I’m going to make a big deal over something many of us don’t like to, or want to address.
So… Over the course of a coaching session with an executive out of Minneapolis, I found myself trying to convince him to use a different photo for his Linkedin profile.
Many people tend to dance around themselves. They might use a photo that is quite dated. Maybe it’s a picture of them skiing or with one of their kids, or a dog. Often, once professionals hit their third season of life (we’ll define that as forty seven years old), they worry a picture “ages” them or drops them into an undesirable category. This same group might not want to reveal the year they graduated from college either, for much of the same reasoning. There is a local CFO-type that has an image of himself apparently running in a 10k race with his arm in a sling. I’ve met with him a few times, always trying to convince him to change the picture. As far as I know (I’m not even going to check) he still has the picture and has not worked meaningfully for almost ten years (thankfully his wife has a big corporate job). To the right is an example. I like this training picture of me taken by Outside Magazine. But, it does not belong on Linkedin.
Others used heavily augmented photos like the one to the left (that’s me this past summer) for another interview.
There are always exceptions to any rule… However, most decision-makers – this includes, hiring executives, managers, recruiters, potential spouses, etc., really want the fair truth in terms of who you are at work. It helps everyone make informed decisions. And, God has a clear notion around relational “filters”. If someone objects to an untouched image, or feels age is an issue, then it’s better for everyone involved to know up-front so time-wastage is minimized. This goes for interviews, choosing a service provider, and all the options you can ponder as you read this post.
Here are some point-of-reference posts I’ve written around this topic in the past:
Since I often use myself as an example (past mistakes, discipline, parenting, nutrition, training, etc) all of this naturally took us to my own profile and my picture. With all the above serving as preamble, it’s my own professional opinion that the picture needs to tell the story. The real story. Just so we are clear, I don’t “see” myself as pictured above. On the other hand, I’ve never considered myself particularly handsome. However, it might be what greets people at the door, every day.
While I’ve always liked my “crouching tiger” photo created by John Campbell himself, and encouraged by the indefatigable BB Webb, herself, it’s going on four years now and I don’t feel it tells the best story. You may have no idea what I’m referring to, but that’s one thing Google is good for. In any event, and for the record, the above picture was taken for an interview about three months after “the accident”. It’s hard to believe that was less than three years ago. You can read a bit about that, here. …my wife will say the accident either gave me an excuse, an advantage, or improvement… I married well.

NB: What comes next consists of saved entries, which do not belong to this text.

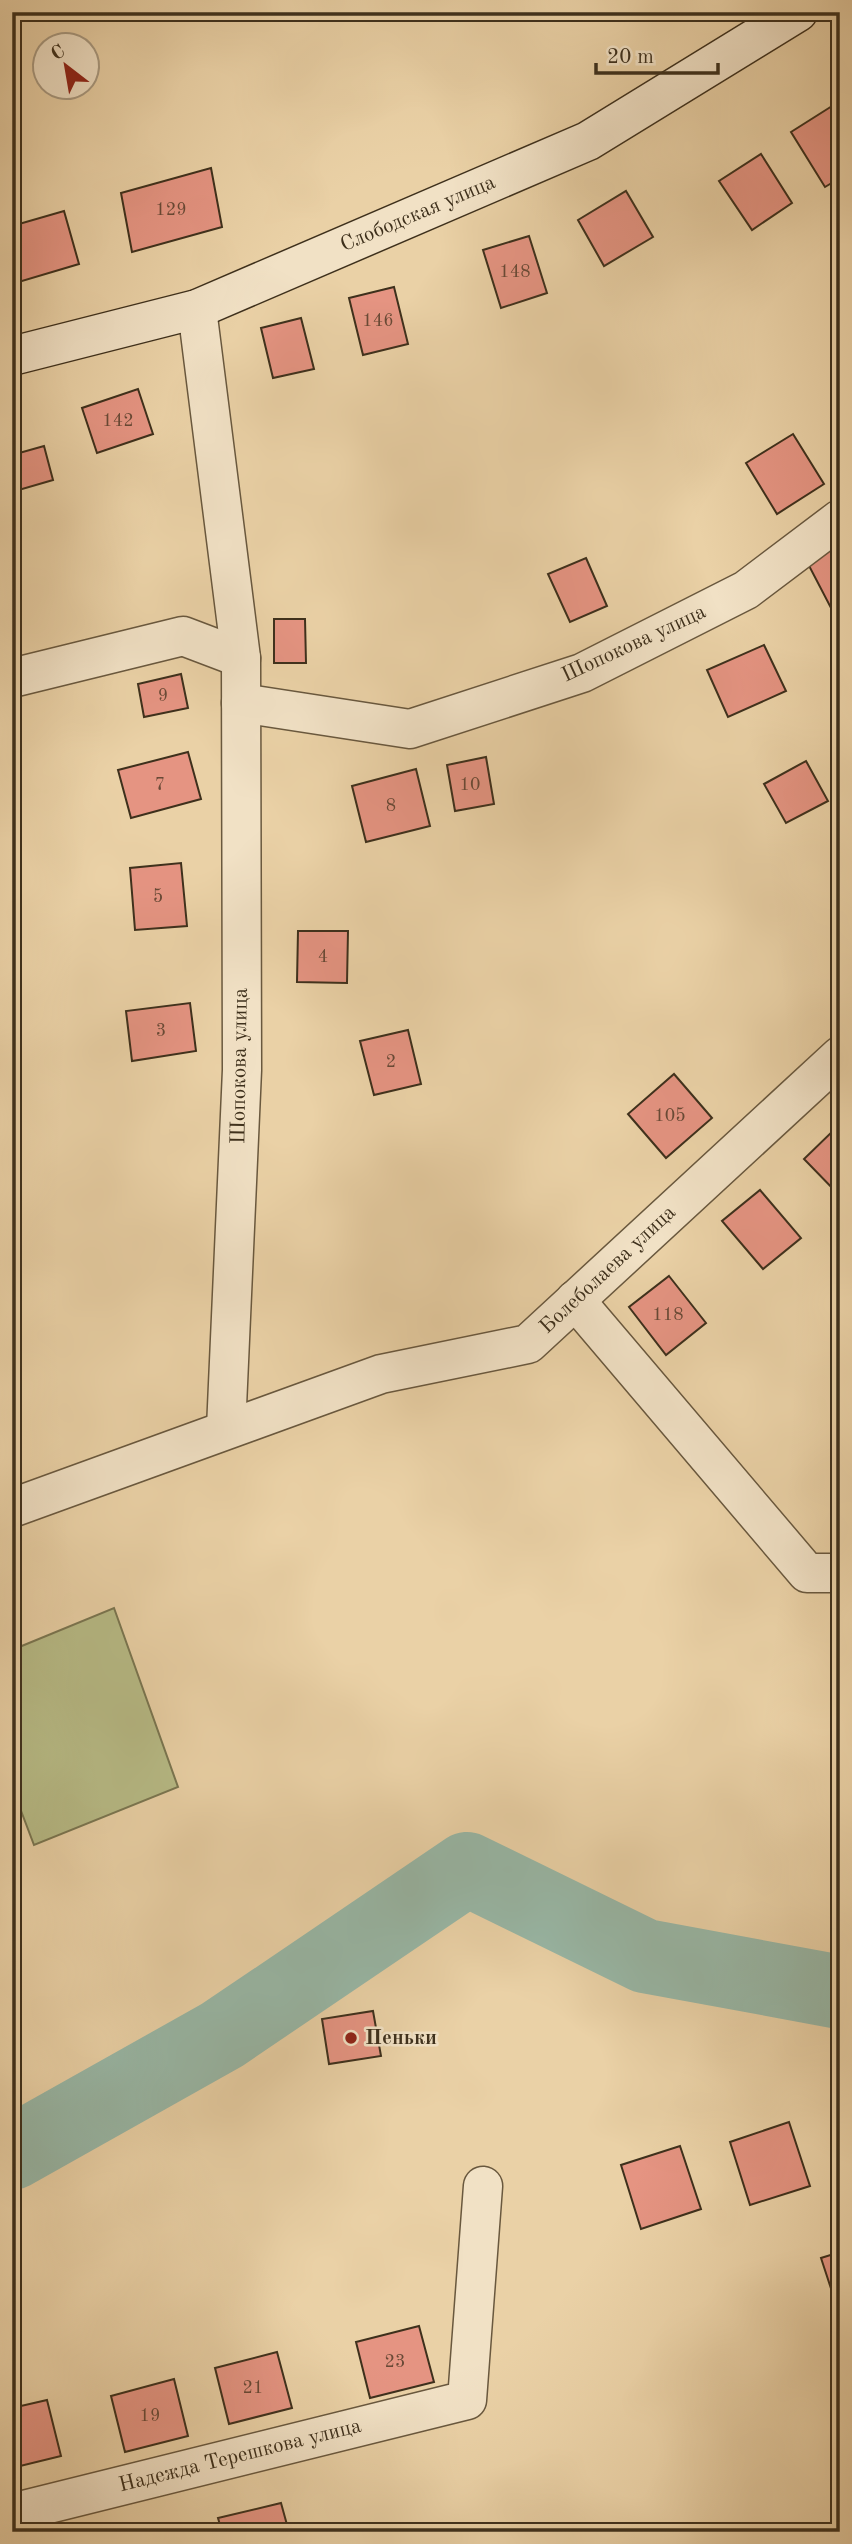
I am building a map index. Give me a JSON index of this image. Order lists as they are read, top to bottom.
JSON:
{
  "streets": {
    "street": [
      "Слободская улица",
      "Шопокова улица",
      "Болеболаева улица",
      "Надежда Терешкова улица"
    ]
  },
  "crossings": [
    ["Слободская улица", "Шопокова улица"],
    ["Шопокова улица", "Болеболаева улица"]
  ],
  "places": ["Пеньки"],
  "house_numbers": [
    "129",
    "148",
    "146",
    "142",
    "9",
    "7",
    "10",
    "8",
    "5",
    "4",
    "3",
    "2",
    "105",
    "118",
    "23",
    "21",
    "19"
  ],
  "scale_bar": "20 m",
  "north": "top left"
}
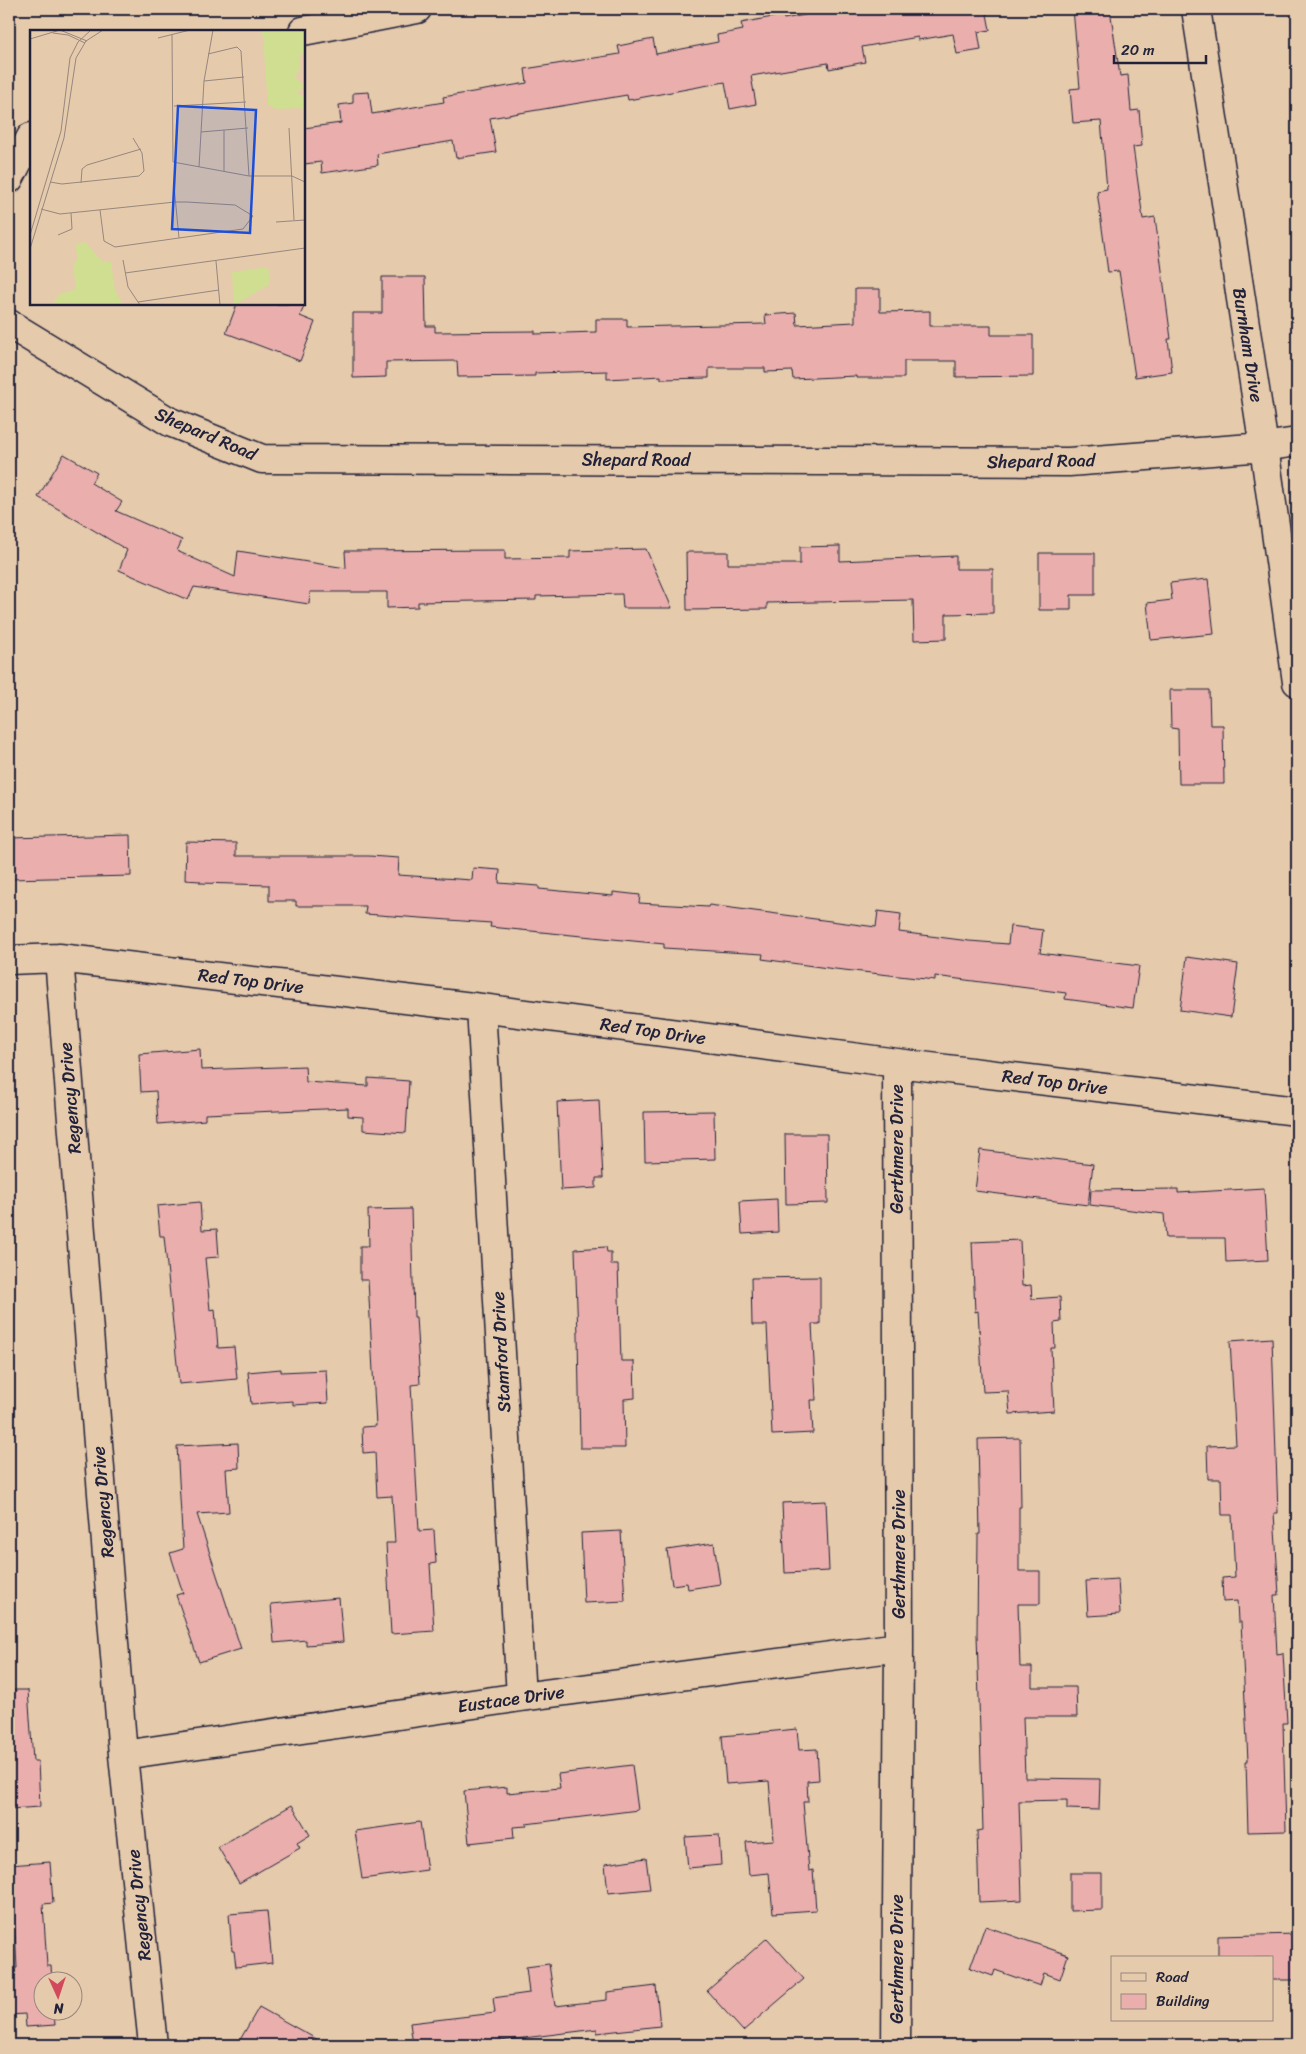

I need to be judged; and every day. I like it. I thrive on it. I feel challenged and invigorated by all of it.
True story: Roughly forty-five days after the accident I tried to do some interval gaining at North Park. I passed -out leaning up against the chain-link fence. It was messy. But, I do heal unusually fast. So, perhaps I’m related to Wolverine (Google that as well).
in any event, I don’t think I’ve improved much. … sigh… My life has been great. But, along the way I’ve realized hell. But, each crag in my countenance has been righteously earned. I don’t sleep much (although I fall asleep fast, and I can do so ANYWHERE). There are a lot of people counting on me. I’m starting to form an opinion that epic training for extreme sporting events might work against us in many respects. But, I feel damn good (although some mornings are rough). Vanity is such a two-edged sword. And, like everyone else, I have good days and bad days. I’ve never been as photogenic as my daughters. This picture is kind of corny. But, it’s the result of a request.
And, the more I look at it I think I need to use it.
Maybe I need to simply work harder, smarter, and more effectively relative to everything I do so I’m judged by my results and not my greatly evident good looks.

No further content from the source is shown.